I could hardly speak to my father that night. I avoided him.
* * * * *
At the creeping edge of dawn I woke from a dream with a jerk as I slid down an endless black abyss. The abyss was my bed’s edge and I found myself on the floor. When I went to rise again, I had to clutch things to stand up. I was so weak I sat on the bed breathing heavily. I tumbled backward into bed again and lay in a daze during which dream-objects mixed with reality and my room walked full of people from all the books I had read—all to evaporate as my father’s face grew, from a cluster of white foreheads and myriads of eyes, into him.

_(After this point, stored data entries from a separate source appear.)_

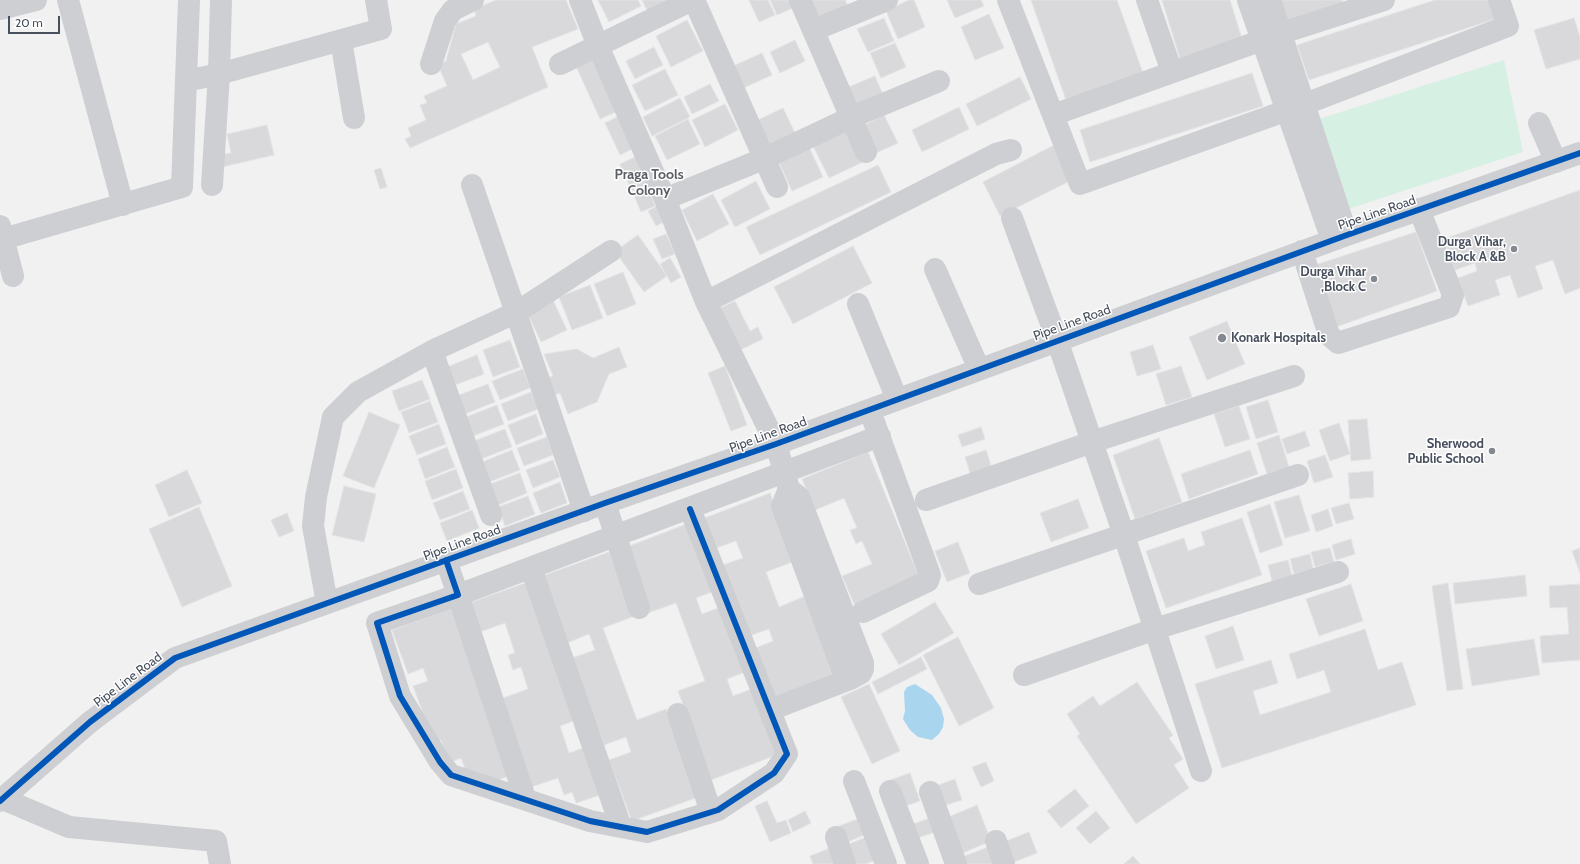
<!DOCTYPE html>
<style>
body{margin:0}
#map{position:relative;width:1580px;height:864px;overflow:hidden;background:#f1f1f1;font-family:Cabin,sans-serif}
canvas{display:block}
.scale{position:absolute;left:8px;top:16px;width:52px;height:18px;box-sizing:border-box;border:2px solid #48505e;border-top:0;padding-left:5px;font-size:12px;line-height:14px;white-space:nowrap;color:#48505e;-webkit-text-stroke:3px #fff;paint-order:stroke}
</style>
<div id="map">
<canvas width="1580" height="864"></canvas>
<div class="scale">20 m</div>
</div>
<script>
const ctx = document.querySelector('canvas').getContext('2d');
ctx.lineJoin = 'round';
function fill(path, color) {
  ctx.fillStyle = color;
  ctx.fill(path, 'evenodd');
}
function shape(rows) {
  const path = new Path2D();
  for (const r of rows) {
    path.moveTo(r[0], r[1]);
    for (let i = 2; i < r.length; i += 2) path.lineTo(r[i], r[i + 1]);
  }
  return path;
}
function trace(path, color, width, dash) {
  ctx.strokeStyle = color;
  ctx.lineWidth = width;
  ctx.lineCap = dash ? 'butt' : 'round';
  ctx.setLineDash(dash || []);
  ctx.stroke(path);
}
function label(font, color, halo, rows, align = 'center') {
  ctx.font = font + ' Cabin,sans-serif';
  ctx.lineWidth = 3;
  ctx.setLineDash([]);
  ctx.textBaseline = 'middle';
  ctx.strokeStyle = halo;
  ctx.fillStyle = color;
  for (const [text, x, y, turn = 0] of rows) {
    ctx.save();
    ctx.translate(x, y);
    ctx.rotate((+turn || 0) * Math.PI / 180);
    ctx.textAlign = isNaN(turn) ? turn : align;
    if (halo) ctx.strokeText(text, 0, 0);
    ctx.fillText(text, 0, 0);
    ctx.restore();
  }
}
fill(shape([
 [1504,60,1523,152,1348,209,1319,119]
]), '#d6f0e4');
fill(shape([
 [915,684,932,695,941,708,944,719,943,727,939,734,932,740,918,737,910,730,903,719,905,711,904,692,907,687]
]), '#aad5ee');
const building = shape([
 [496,0,566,0,578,29,532,47,548,87,410,148,405,139,411,136,408,128,426,120,420,105,427,103,424,96,447,86,438,65,446,61,456,24,476,16,474,9,496,0],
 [488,42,500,67,473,80,461,54,488,42],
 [598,0,638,0,641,6,609,22,598,0],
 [642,0,677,0,649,14,642,0],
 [749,0,768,0,775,15,759,22,749,0],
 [770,0,792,0,795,7,777,15,770,0],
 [810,0,845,0,849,8,819,21,810,0],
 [909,0,914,0,925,27,898,39,886,11,909,0],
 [947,0,981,0,984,6,955,18,947,0],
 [1031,0,1117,0,1144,76,1067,103,1031,0],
 [1162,0,1230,0,1243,42,1181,62,1162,0],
 [1275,0,1342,0,1344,4,1282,24,1275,0],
 [1435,0,1493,0,1498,18,1309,80,1297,45,1435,0],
 [989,14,1004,48,975,60,961,27,989,14],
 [884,18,894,41,868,52,857,29,884,18],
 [1574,18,1580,37,1580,59,1546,69,1534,30,1574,18],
 [687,20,703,51,671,67,656,36,687,20],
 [795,40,805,61,780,73,770,52,795,40],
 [895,43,906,67,881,78,870,53,895,43],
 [654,47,663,65,635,79,626,61,654,47],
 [762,53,772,75,741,89,731,67,762,53],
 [593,56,618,111,600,119,575,64,593,56],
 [665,69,678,95,645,111,632,85,665,69],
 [1252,73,1263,106,1090,162,1080,130,1252,73],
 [875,76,884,97,855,109,846,88,875,76],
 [1020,77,1031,99,977,126,966,104,1020,77],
 [710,84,719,101,692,114,684,97,710,84],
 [680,98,690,117,652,136,643,117,680,98],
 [725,104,738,130,705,147,692,120,725,104],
 [959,107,969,129,922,152,912,130,959,107],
 [783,108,795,133,770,145,758,120,783,108],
 [621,115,636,147,620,155,605,123,621,115],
 [884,115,898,143,874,154,861,127,884,115],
 [688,119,700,144,667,160,655,136,688,119],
 [267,125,274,155,222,167,219,155,231,153,227,134,267,125],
 [847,129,863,162,829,178,813,146,847,129],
 [1056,144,1074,179,1000,216,983,182,1056,144],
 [808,145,823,177,792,191,778,160,808,145],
 [635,157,647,184,632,191,620,164,635,157],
 [878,165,891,192,760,255,746,227,878,165],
 [381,168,387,187,380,189,374,170,381,168],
 [756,181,770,209,735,227,721,200,756,181],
 [648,188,655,206,641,212,634,195,648,188],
 [1580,190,1580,288,1565,294,1553,260,1535,266,1543,289,1518,298,1510,275,1495,280,1500,295,1468,306,1458,278,1477,271,1475,263,1455,270,1444,239,1580,190],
 [713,194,729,224,697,241,682,210,713,194],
 [659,205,667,220,656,226,648,211,659,205],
 [1416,232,1437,291,1333,328,1312,266,1416,232],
 [666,234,675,254,662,259,653,239,666,234],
 [638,235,667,276,644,292,615,251,638,235],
 [853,246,872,283,793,324,774,287,853,246],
 [670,258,681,277,671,283,660,264,670,258],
 [623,272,636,304,607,316,594,284,623,272],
 [590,285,603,318,572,330,559,297,590,285],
 [553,300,567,330,541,342,527,312,553,300],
 [735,301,750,331,758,327,763,339,736,352,716,310,735,301],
 [1227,321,1245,364,1207,380,1189,337,1227,321],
 [510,340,520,367,493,377,483,350,510,340],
 [1153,345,1161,369,1137,376,1130,352,1153,345],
 [619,347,627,367,609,374,597,402,568,414,560,393,552,396,545,379,553,376,544,354,577,349,593,358,619,347],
 [477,355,484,374,455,385,447,367,477,355],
 [725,366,747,425,731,431,708,373,725,366],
 [1181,366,1192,397,1166,405,1156,374,1181,366],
 [523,369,530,388,500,400,492,381,523,369],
 [422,380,430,399,399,411,392,391,422,380],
 [488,384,495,402,465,414,459,395,488,384],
 [531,392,538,409,508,421,501,404,531,392],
 [1268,400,1278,432,1256,439,1246,407,1268,400],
 [430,401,438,422,409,433,401,412,430,401],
 [497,405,504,424,473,436,466,417,497,405],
 [1239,406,1250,439,1225,447,1214,414,1239,406],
 [369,412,400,425,374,488,343,476,369,412],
 [536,414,543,434,516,445,508,425,536,414],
 [1367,419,1371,459,1351,461,1348,420,1367,419],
 [1339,423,1350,454,1330,461,1319,430,1339,423],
 [439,424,446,444,417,455,409,436,439,424],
 [981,427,985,439,962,447,958,435,981,427],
 [505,429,512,447,481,459,474,441,505,429],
 [1305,431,1310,446,1287,454,1282,439,1305,431],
 [1279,435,1289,467,1267,474,1257,443,1279,435],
 [547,437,553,455,524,466,517,448,547,437],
 [1159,438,1182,502,1135,519,1113,455,1159,438],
 [447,447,455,467,425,479,418,459,447,447],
 [512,450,520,470,489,482,482,462,512,450],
 [986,450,992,469,971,476,965,457,986,450],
 [1250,450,1258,474,1189,499,1181,474,1250,450],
 [868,452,920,579,855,606,842,576,872,564,862,541,856,544,850,530,857,528,844,498,815,510,802,479,868,452],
 [1325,455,1333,477,1314,483,1307,461,1325,455],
 [553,460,560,477,533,488,526,470,553,460],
 [456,469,463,488,432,500,425,481,456,469],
 [187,470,202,503,169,517,155,485,187,470],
 [1373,471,1374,497,1350,499,1348,473,1373,471],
 [520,473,527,493,498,505,490,484,520,473],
 [560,482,567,503,541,513,533,493,560,482],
 [344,486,376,494,364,542,332,535,344,486],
 [463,491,470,509,440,520,433,503,463,491],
 [770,493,795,561,766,572,779,607,808,595,837,673,770,699,751,650,773,641,769,629,746,637,720,566,743,558,736,541,713,549,702,519,770,493],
 [1299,495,1310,531,1285,538,1274,502,1299,495],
 [528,496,535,514,505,526,498,507,528,496],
 [1078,499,1089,528,1051,542,1040,513,1078,499],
 [1349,503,1354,519,1336,524,1331,508,1349,503],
 [1270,504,1283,545,1260,553,1247,512,1270,504],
 [199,507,232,586,182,607,149,529,199,507],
 [1328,509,1333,526,1316,532,1311,515,1328,509],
 [472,510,479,528,447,541,440,523,472,510],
 [287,513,294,531,279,537,271,520,287,513],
 [1242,518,1262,575,1166,608,1146,551,1184,538,1188,551,1205,545,1201,532,1242,518],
 [692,522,717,590,696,598,702,614,724,606,748,671,727,679,733,696,754,688,779,754,711,780,678,691,705,681,676,603,648,613,624,548,692,522],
 [1351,539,1355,554,1336,560,1332,545,1351,539],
 [958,542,970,573,947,582,935,551,958,542],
 [1330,548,1334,562,1315,567,1311,552,1330,548],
 [1580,548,1580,573,1572,551,1580,548],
 [609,552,632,617,603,628,637,720,666,709,698,797,632,821,609,760,631,752,626,737,604,745,572,658,595,650,589,634,567,643,542,576,609,552],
 [1310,554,1313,569,1294,574,1290,559,1310,554],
 [1288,560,1292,576,1272,581,1268,565,1288,560],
 [1525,575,1527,596,1455,604,1453,583,1525,575],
 [528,582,576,720,560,726,569,753,586,747,603,794,576,803,572,792,564,795,558,778,531,787,500,699,528,689,521,667,513,670,508,655,515,653,505,623,477,633,466,604,528,582],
 [1448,583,1463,689,1447,691,1432,586,1448,583],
 [1351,584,1363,621,1319,636,1306,599,1351,584],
 [1580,584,1580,660,1542,663,1540,636,1569,634,1567,607,1550,608,1549,586,1580,584],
 [935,602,954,633,899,665,881,634,935,602],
 [453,608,514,774,485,785,469,780,461,758,449,763,441,740,434,743,413,686,428,681,423,668,408,674,392,630,453,608],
 [1233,626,1244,660,1216,669,1205,636,1233,626],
 [1365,629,1378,670,1402,662,1416,705,1222,768,1195,684,1271,660,1278,683,1253,691,1260,715,1331,692,1324,670,1297,679,1289,654,1365,629],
 [958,637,994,708,959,726,923,655,958,637],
 [1534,639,1540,675,1472,686,1466,649,1534,639],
 [921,657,927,669,878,694,872,682,921,657],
 [1137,682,1173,735,1169,738,1183,759,1174,765,1189,788,1136,824,1077,736,1080,734,1067,714,1093,696,1100,706,1137,682],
 [869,684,900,751,872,764,841,697,869,684],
 [986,762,994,781,981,787,972,767,986,762],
 [910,773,920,801,900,808,890,780,910,773],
 [955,779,962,800,940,807,933,787,955,779],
 [1075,789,1089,806,1061,828,1047,811,1075,789],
 [767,801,777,823,786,820,791,833,770,842,755,806,767,801],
 [977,805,991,841,958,855,944,819,977,805],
 [805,811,811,823,793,832,788,820,805,811],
 [1096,811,1110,828,1090,844,1076,828,1096,811],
 [936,816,941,830,915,839,910,825,936,816],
 [863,817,869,833,845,843,839,826,863,817],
 [1029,832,1037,853,1009,864,1001,843,1029,832],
 [872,835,881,858,865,864,851,864,844,846,872,835],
 [994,845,1001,864,961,864,959,858,994,845],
 [830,848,836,864,813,864,810,856,830,848],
 [1133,856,1140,864,1124,864,1133,856]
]);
fill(building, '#d9d9db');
trace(building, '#e2e3e4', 1);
trace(shape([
 [68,0,123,205],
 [580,0,598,46,665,199,706,302,776,444,789,489,799,497,863,663,863,669,861,673,850,679,770,710],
 [694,0,777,187],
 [800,0,866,152],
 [1008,0,1080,184,1305,104,1508,26,1499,0],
 [1147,0,1172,72],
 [1248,0,1332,240],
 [1270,0,1347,235],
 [0,9,36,0],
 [814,30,887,0],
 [341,40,354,118],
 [431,64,445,21,453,10,473,0],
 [560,64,692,0],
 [186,81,219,74,381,29,376,0],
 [1053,115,1282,33,1384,0],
 [1539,123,1556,162],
 [212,185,219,74,221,0],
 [472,185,584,511],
 [665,199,763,159,852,117,939,81],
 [1012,218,1057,340,1124,535,1201,771],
 [0,226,13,276],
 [3,239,182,187,189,0],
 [1302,251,1329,335,1338,343,1449,307,1453,295,1419,209],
 [935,269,979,369],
 [706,302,996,154,1011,150],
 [858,304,897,399],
 [432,351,491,515],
 [789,489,782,506,843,671,850,679],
 [926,500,1092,442,1294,376],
 [605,503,639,608],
 [446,560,458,595,377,623,400,696,440,762,451,775,590,821,647,832,718,810,774,773,787,754,690,509],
 [531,568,621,827],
 [979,584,1298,475],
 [327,603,313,526,316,497,333,417,358,392,432,351,517,312,611,251],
 [863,612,928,581,930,575,874,422],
 [1024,675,1155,629,1338,572],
 [678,714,711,812],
 [854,781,886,864],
 [890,791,918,864],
 [930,792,956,864],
 [525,798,458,595,880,436],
 [3,799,69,827,216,841,220,864],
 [0,801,90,722,175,658,605,503,776,444,1347,235,1580,153],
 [836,837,845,864],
 [996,841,1004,864]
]), '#cdcfd2', 22);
trace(shape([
 [446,560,458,595,377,623,400,696,440,762,451,775,590,821,647,832,718,810,774,773,787,754,690,509],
 [0,801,90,722,175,658,605,503,776,444,1347,235,1580,153]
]), '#0057b8', 6);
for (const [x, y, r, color] of [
 [1514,249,4,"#838891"],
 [1374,279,4,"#838891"],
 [1222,338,5,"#838891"],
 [1492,451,4,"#838891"]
]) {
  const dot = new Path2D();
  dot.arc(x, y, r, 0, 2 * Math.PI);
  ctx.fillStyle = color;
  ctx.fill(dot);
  trace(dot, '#fff', 1.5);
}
label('13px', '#48505e', '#fff', [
 ["Pipe Line Road",1377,213,-19],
 ["Pipe Line Road",1072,323,-20],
 ["Pipe Line Road",768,435,-20],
 ["Pipe Line Road",462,543,-20],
 ["Pipe Line Road",128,680,-37]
]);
label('bold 13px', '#48505e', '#fff', [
 ["Durga Vihar,",1506,242],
 ["Block A &B",1506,257],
 ["Durga Vihar",1366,272],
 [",Block C",1366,287],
 ["Konark Hospitals",1231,338,"left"],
 ["Sherwood",1484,444],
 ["Public School",1484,459]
], 'right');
label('bold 14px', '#5c5f65', '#fff', [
 ["Praga Tools",649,175],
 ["Colony",649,191]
]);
</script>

“Johnnie, wake up ... are you sick?”
“Please go away from me and let me alone.” I turned my face to the wall in loathing.
“I’ll call a doctor.”
* * * * *
The doctor came. He felt my pulse. Put something under my tongue. Whispered my father in a room, apart. Left.
My father returned, dejected, yet trying to act light and merry.
“What did the doctor say?” I forced myself to ask of him.
“To be frank, Johnnie ... you’re old enough to learn the truth ... he thinks you’re taken down with consumption.”
“That’s what my mother died of.”
My father shuddered and put his face down in his hands. I felt a little sorry for him, then.
“Well you’ve got to go West now ... and work on a farm ... or something.”
* * * * *
I began to get ready for my trip West. Surely enough, I had consumption, if symptoms counted ... pains under the shoulder blades ... spitting of blood ... night-sweats....
But my mind was quickened: I read Morley’s History of English Literature ... Chaucer all through ... Spenser ... even Gower’s Confessio Amantis and Lydgate’s ballads ... my recent discovery of Chatterton having made me Old English-mad.
As I read the life of young Chatterton I envied him, his fame and his early death and more than ever, I too desired to die young.
* * * * *
The week before I was to set out my father calmly discovered to me that he intended I should work on a farm as a hand for the next four years, when I reached Ohio ... was even willing to pay the farmer something to employ me. This is what the doctor had prescribed as the only thing that would save my life—work in the open air. My father had written Uncle Beck to see that this program was inaugurated.
“I won’t become a clod-hopper,” I exclaimed, seeing the dreary, endless monotony of such a life.
“But it will do you good. It will be a fine experience for you.”
“If it’s such a fine experience why don’t you go and do it?”
“I won’t stand any nonsense.”
“I’d rather die.... I’m going to die anyhow.”